Search code examples
c#itexthtml-agility-packmailkitxmlworker

Mailkit: Converting HtmlBody to pdf using iTextSharp XMLWorker throws "The document has no pages"


I'm trying to convert the HtmlBody of the e-mails I get from a mailserver using Mailkit and looks like iTextSharp doesn't really like the html I'm passing it.

My method works well with a "sample" html code but I get a The document has no pages error message which looks like it's thrown when the html is no html anymore.

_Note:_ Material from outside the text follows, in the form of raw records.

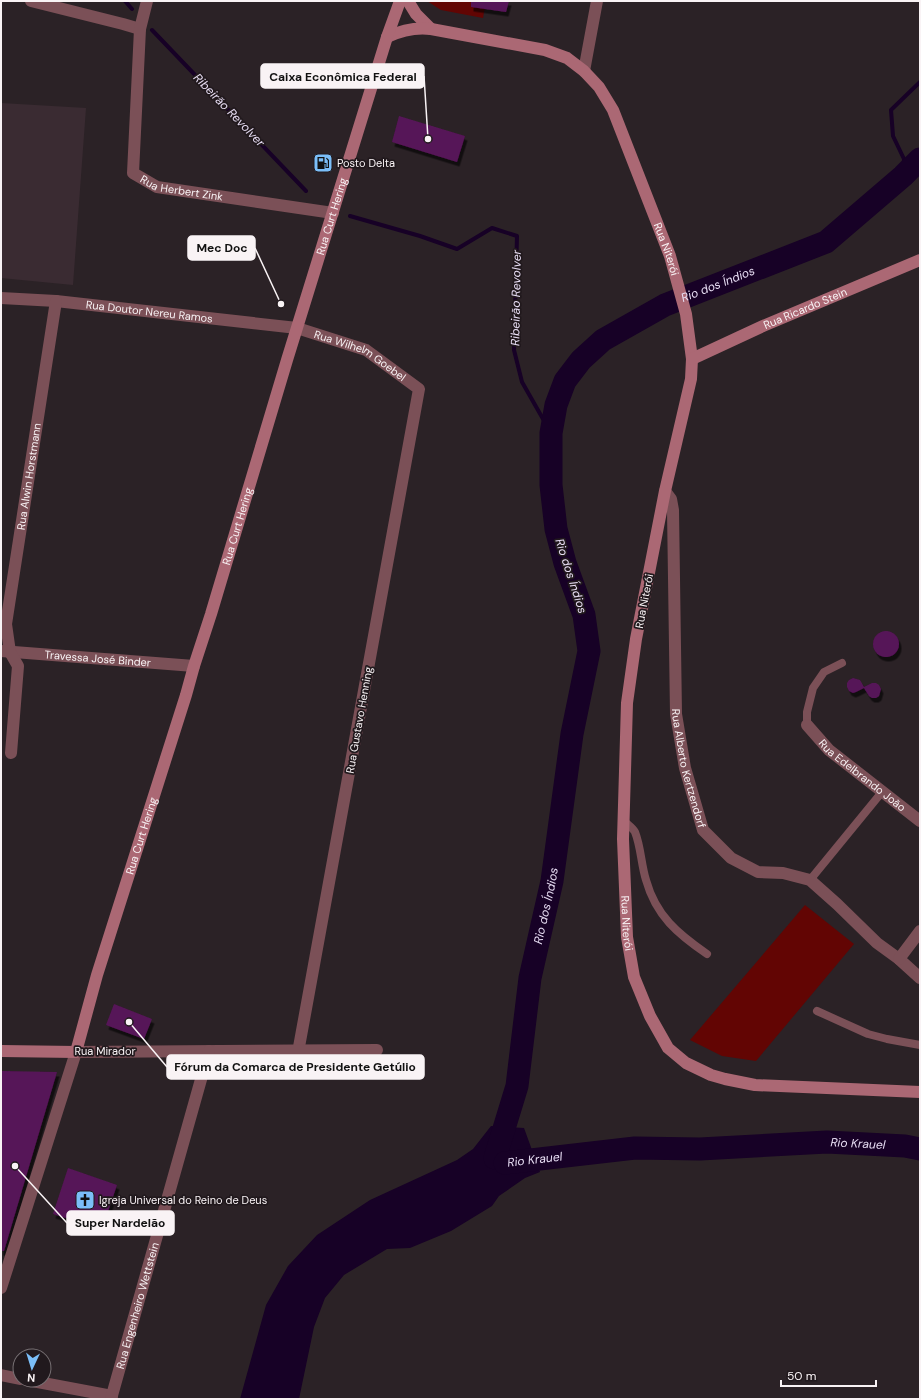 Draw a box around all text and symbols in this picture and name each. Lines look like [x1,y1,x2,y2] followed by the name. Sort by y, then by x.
[261,64,424,88] callout: Caixa Econômica Federal
[269,69,417,85] text: Caixa Econômica Federal
[190,70,269,151] water label: Ribeirão Revolver
[312,152,334,174] fuel station icon: Posto Delta
[337,156,395,170] place label: Posto Delta
[138,172,224,204] street label: Rua Herbert Zink
[313,176,350,257] street label: Rua Curt Hering
[651,220,682,277] street label: Rua Niterói
[188,236,255,260] callout: Mec Doc
[196,240,248,256] text: Mec Doc
[507,249,525,346] water label: Ribeirão Revolver
[679,263,757,306] water label: Rio dos Índios
[761,285,849,332] street label: Rua Ricardo Stein
[85,297,213,326] street label: Rua Doutor Nereu Ramos
[312,327,409,384] street label: Rua Wilhelm Goebel
[14,422,44,531] street label: Rua Alwin Horstmann
[219,486,255,567] street label: Rua Curt Hering
[551,536,591,616] water label: Rio dos Índios
[632,572,656,630] street label: Rua Niterói
[44,647,151,670] street label: Travessa José Binder
[343,666,375,774] street label: Rua Gustavo Henning
[669,709,709,830] street label: Rua Alberto Kertzendorf
[816,736,909,814] street label: Rua Edelbrando João
[122,795,160,876] street label: Rua Curt Hering
[530,867,562,946] water label: Rio dos Índios
[618,895,636,952] street label: Rua Niterói
[74,1044,136,1058] street label: Rua Mirador
[167,1055,424,1079] callout: Fórum da Comarca de Presidente Getúlio
[174,1059,416,1075] text: Fórum da Comarca de Presidente Getúlio
[830,1134,886,1153] water label: Rio Krauel
[506,1148,563,1171] water label: Rio Krauel
[74,1189,96,1211] church icon: Igreja Universal do Reino de Deus
[99,1193,267,1207] place label: Igreja Universal do Reino de Deus
[67,1211,174,1235] callout: Super Nardelão
[75,1215,165,1231] text: Super Nardelão
[113,1241,162,1371] street label: Rua Engenheiro Wettstein
[12,1348,52,1388] north arrow
[781,1362,876,1388] scale bar
[787,1368,816,1384] text: 50 m
[27,1371,36,1385] text: N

public void GenerateHtmlFromBody(UniqueId uid)
{
    var email = imap.Inbox.GetMessage(uid);
    Byte[] bytes;

    using (var ms = new MemoryStream())
    {
        using (var doc = new Document())
        {
            using (var writer = PdfWriter.GetInstance(doc, ms))
            {
                doc.Open();

                //Sample HTML and CSS
                var example_html = @"<p>This <em>is </em><span class=""headline"" style=""text-decoration: underline;"">some</span> <strong>sample <em> text</em></strong><span style=""color: red;"">!!!</span></p>";
                var example_css = @".headline{font-size:200%}";

                using (var srHtml = new StringReader(email.HtmlBody))
                {
                    //Parse the HTML
                    iTextSharp.tool.xml.XMLWorkerHelper.GetInstance().ParseXHtml(writer, doc, srHtml);
                }
                doc.Close();
            }
        }
        bytes = ms.ToArray();
    }
    var testFile = Path.Combine(Environment.GetFolderPath(Environment.SpecialFolder.Desktop), "processedMailPdf.pdf");
    System.IO.File.WriteAllBytes(testFile, bytes);
}

I'm accesing to MimeMessage.HtmlBody and debugging, looks like it's, in fact, html.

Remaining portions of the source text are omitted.